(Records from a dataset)
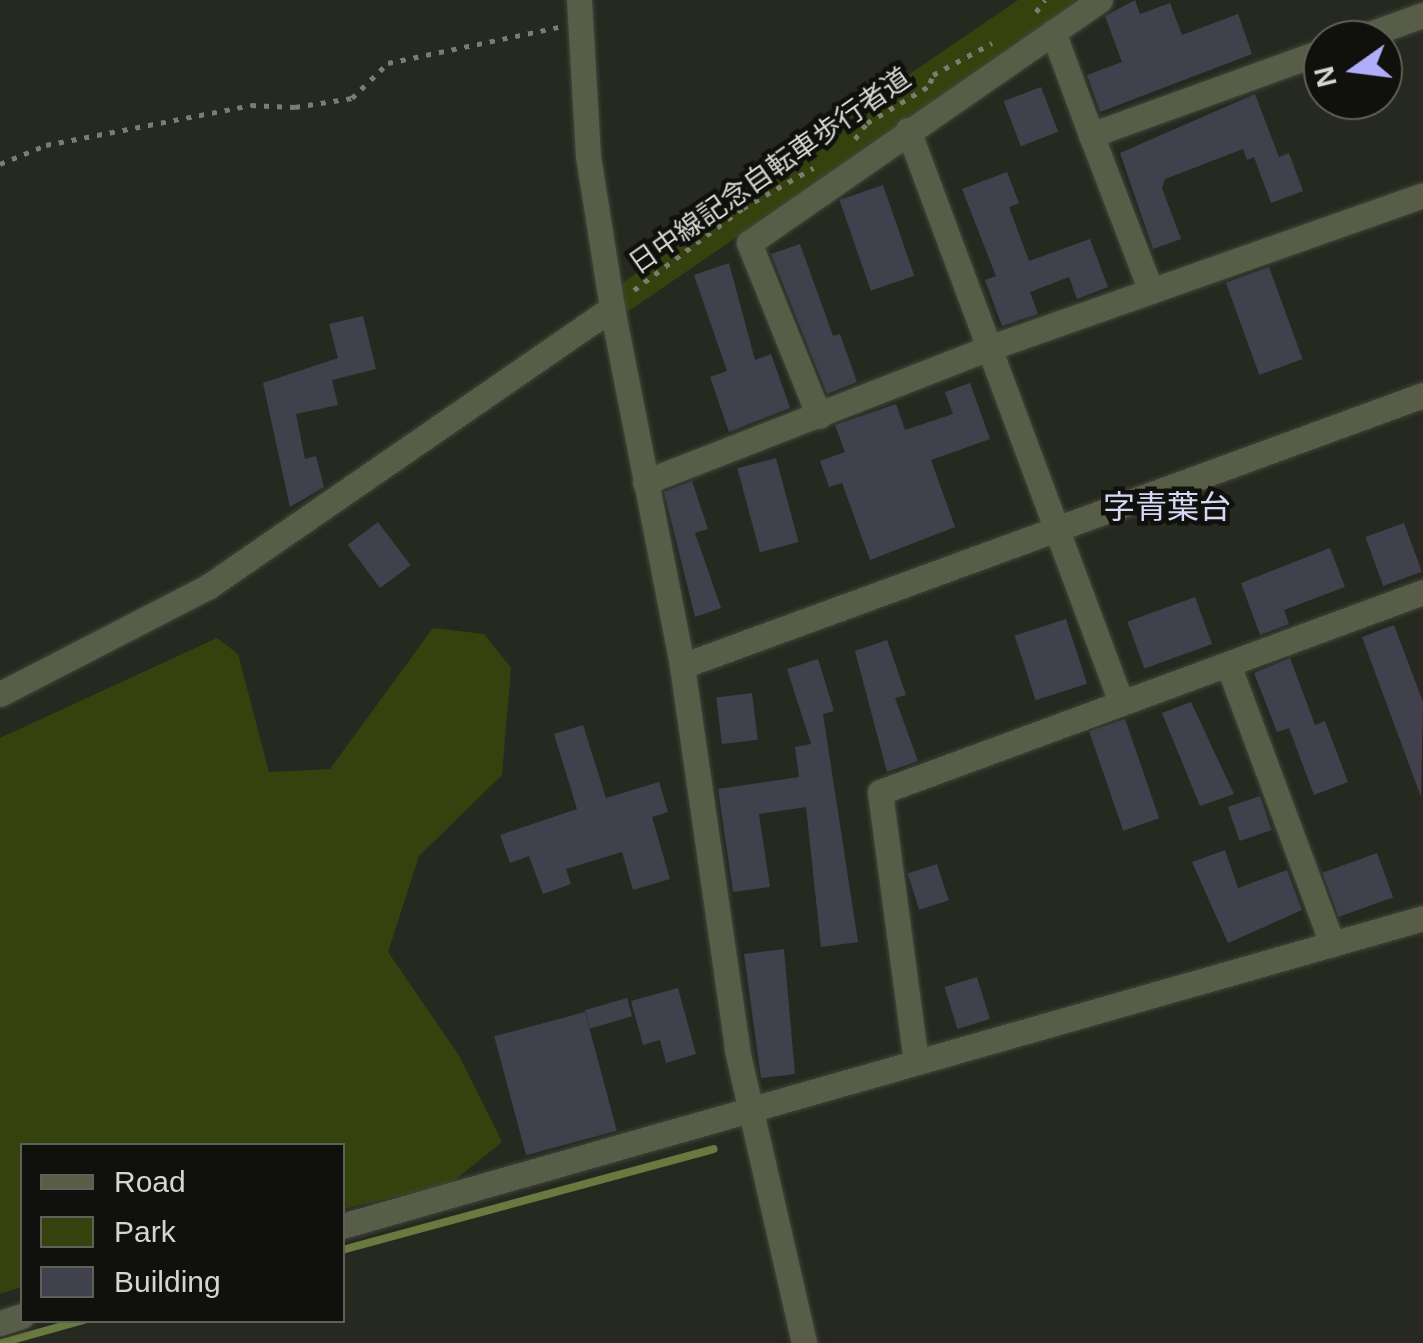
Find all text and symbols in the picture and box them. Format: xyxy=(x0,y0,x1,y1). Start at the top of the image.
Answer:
north arrow xyxy=(1303,20,1403,120)
street label: 日中線記念自転車歩行者道 xyxy=(623,61,917,281)
text: N xyxy=(1308,63,1343,90)
district label: 字青葉台 xyxy=(1103,488,1231,526)
legend xyxy=(20,1143,345,1323)
text: Road xyxy=(114,1165,186,1198)
text: Park xyxy=(114,1215,176,1248)
text: Building xyxy=(114,1265,221,1298)

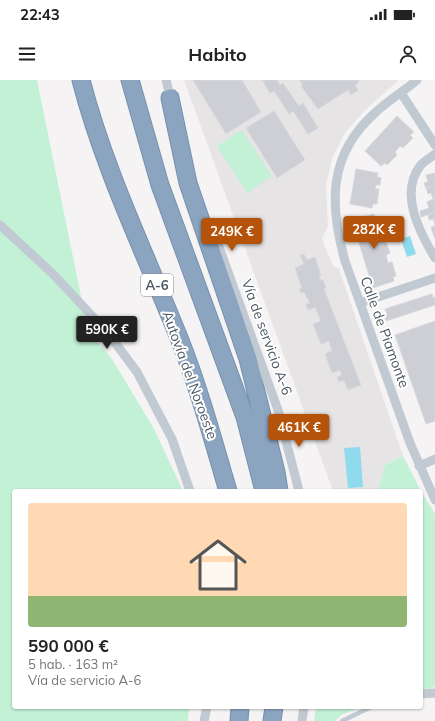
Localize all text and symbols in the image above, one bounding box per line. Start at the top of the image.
text: 22:43 [20,5,60,24]
icon: menu [16,43,38,65]
text: Habito [188,43,247,66]
icon: person [397,43,419,65]
pin: 282K € [341,216,407,250]
pin: 249K € [199,218,265,252]
text: 282K € [352,221,396,237]
text: 249K € [210,223,254,239]
road number: A-6 [141,274,173,296]
street label: Calle de Piamonte [357,274,413,390]
street label: Vía de servicio A-6 [238,277,296,397]
street label: Autovía del Noroeste [158,308,222,442]
pin: 590K € [74,316,140,350]
text: 590K € [85,321,129,337]
pin: 461K € [266,414,332,448]
text: 461K € [277,419,321,435]
icon: home [182,529,254,601]
text: 590 000 € [28,635,109,656]
text: 5 hab. · 163 m² [28,656,118,672]
text: Vía de servicio A-6 [28,672,141,688]

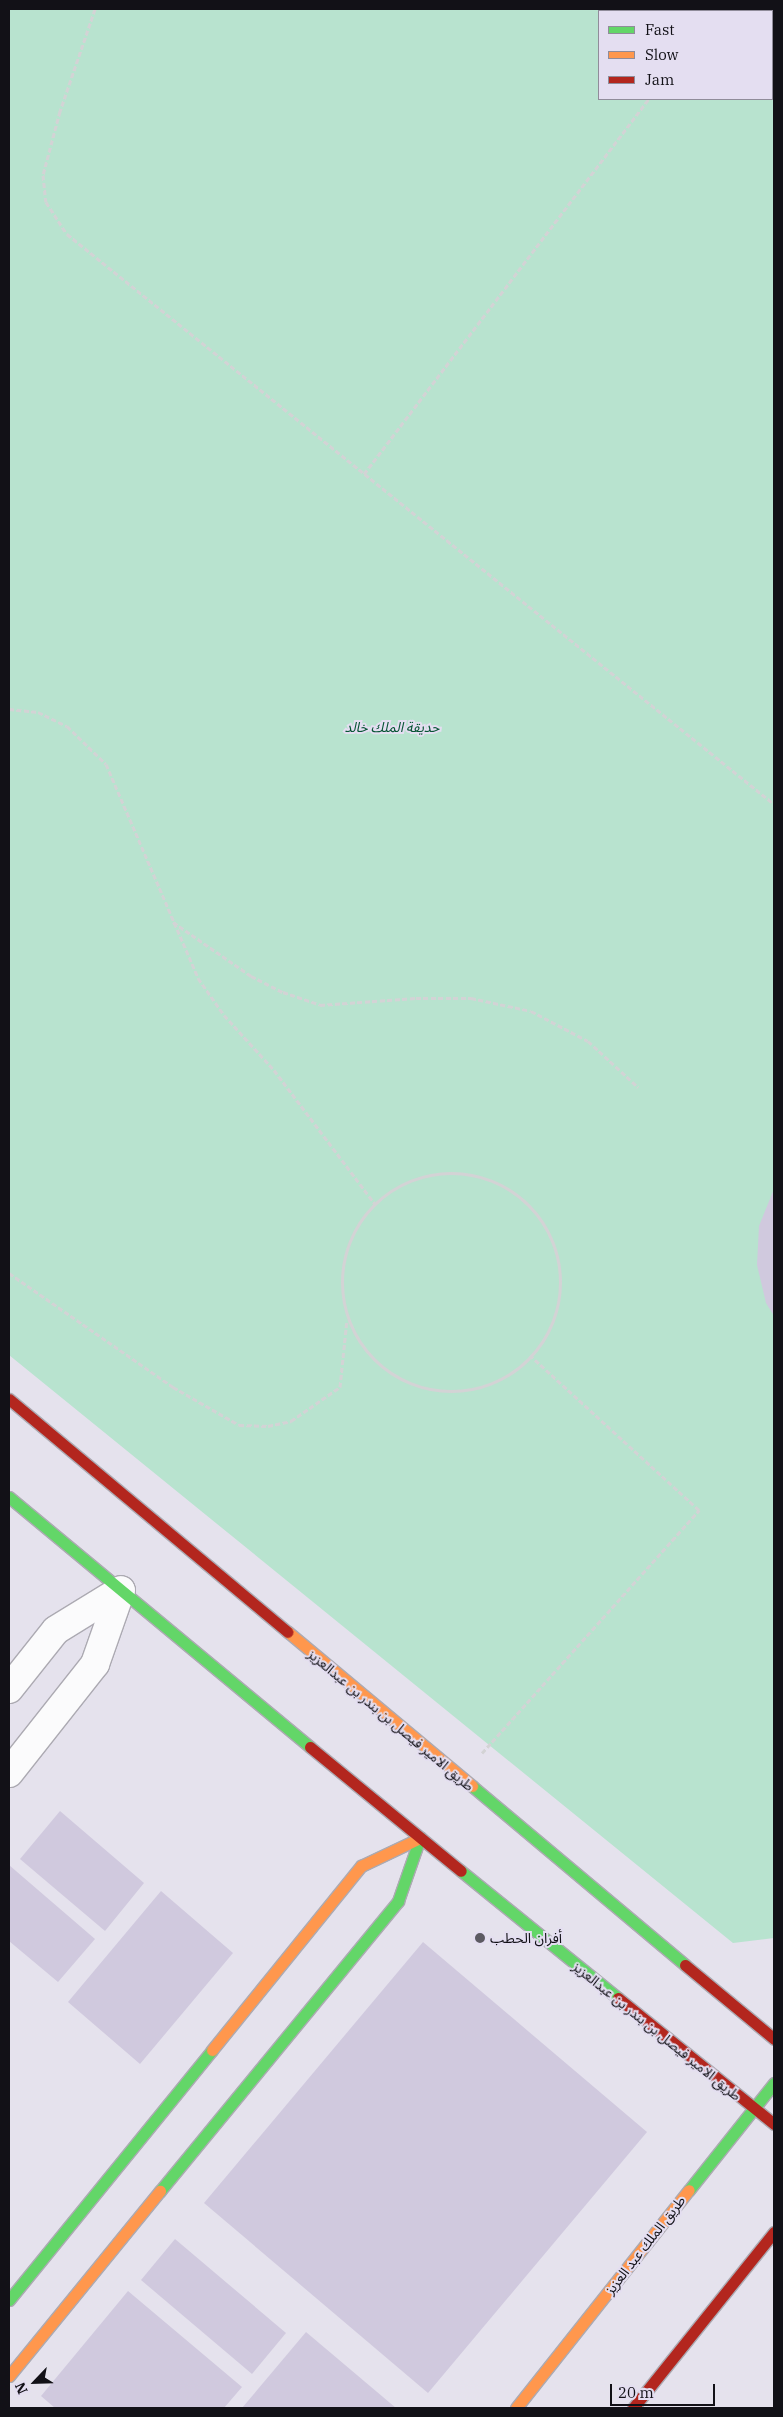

▶ **WHAT IS BEING ASKED**
An exact, picture-free copy of the entries is required.

▶ **YOUR SOLUTION**
Find all text and symbols in the picture and box them. Format: xyxy=(x0,y0,x1,y1). Start at the top of the image.
Answer:
north arrow xyxy=(1303,20,1403,120)
street label: 日中線記念自転車歩行者道 xyxy=(623,61,917,281)
text: N xyxy=(1308,63,1343,90)
district label: 字青葉台 xyxy=(1103,488,1231,526)
legend xyxy=(20,1143,345,1323)
text: Road xyxy=(114,1165,186,1198)
text: Park xyxy=(114,1215,176,1248)
text: Building xyxy=(114,1265,221,1298)

Localize all text and symbols in the image above, one bounding box per line. Start at the top of the image.
text: 22:43 [20,5,60,24]
icon: menu [16,43,38,65]
text: Habito [188,43,247,66]
icon: person [397,43,419,65]
pin: 282K € [341,216,407,250]
pin: 249K € [199,218,265,252]
text: 282K € [352,221,396,237]
text: 249K € [210,223,254,239]
road number: A-6 [141,274,173,296]
street label: Calle de Piamonte [357,274,413,390]
street label: Vía de servicio A-6 [238,277,296,397]
street label: Autovía del Noroeste [158,308,222,442]
pin: 590K € [74,316,140,350]
text: 590K € [85,321,129,337]
pin: 461K € [266,414,332,448]
text: 461K € [277,419,321,435]
icon: home [182,529,254,601]
text: 590 000 € [28,635,109,656]
text: 5 hab. · 163 m² [28,656,118,672]
text: Vía de servicio A-6 [28,672,141,688]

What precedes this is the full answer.